**To do:**
Search the material for the word "Keep" and copy each line that holds it.

══════

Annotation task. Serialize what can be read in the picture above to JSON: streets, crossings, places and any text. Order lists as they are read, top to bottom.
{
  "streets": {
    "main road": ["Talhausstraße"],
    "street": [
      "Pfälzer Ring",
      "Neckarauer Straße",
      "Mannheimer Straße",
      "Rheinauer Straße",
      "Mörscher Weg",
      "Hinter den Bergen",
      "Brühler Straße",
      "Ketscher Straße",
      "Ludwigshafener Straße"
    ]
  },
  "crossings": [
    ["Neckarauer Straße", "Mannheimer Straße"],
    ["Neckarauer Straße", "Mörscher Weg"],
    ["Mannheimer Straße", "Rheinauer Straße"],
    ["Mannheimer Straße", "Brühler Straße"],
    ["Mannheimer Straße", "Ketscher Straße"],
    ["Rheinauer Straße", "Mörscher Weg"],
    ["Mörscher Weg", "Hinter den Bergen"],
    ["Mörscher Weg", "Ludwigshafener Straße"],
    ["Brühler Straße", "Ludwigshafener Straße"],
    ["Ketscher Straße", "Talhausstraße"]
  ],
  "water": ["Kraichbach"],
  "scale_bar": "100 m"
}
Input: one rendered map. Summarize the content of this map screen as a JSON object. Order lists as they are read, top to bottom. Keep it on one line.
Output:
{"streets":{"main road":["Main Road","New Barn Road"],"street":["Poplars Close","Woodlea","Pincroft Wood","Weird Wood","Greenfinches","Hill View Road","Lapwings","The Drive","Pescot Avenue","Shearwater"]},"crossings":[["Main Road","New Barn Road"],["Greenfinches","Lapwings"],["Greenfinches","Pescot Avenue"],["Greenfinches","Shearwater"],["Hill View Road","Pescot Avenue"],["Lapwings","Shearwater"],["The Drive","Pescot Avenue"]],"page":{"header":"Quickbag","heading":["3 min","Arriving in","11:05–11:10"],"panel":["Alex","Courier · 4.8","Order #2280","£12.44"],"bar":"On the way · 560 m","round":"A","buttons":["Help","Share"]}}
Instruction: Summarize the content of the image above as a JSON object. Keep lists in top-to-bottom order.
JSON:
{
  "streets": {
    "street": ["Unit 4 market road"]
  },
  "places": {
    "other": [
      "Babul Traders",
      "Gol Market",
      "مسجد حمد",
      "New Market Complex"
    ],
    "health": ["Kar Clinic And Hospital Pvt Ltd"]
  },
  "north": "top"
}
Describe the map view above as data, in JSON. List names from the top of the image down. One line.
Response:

══════

**Response below:**
Input: one rendered map. Summarize the content of this map screen as a JSON object. Order lists as they are read, top to bottom. Keep it on one line.
Instruction: Summarize the content of the image above as a JSON object. Keep lists in top-to-bottom order.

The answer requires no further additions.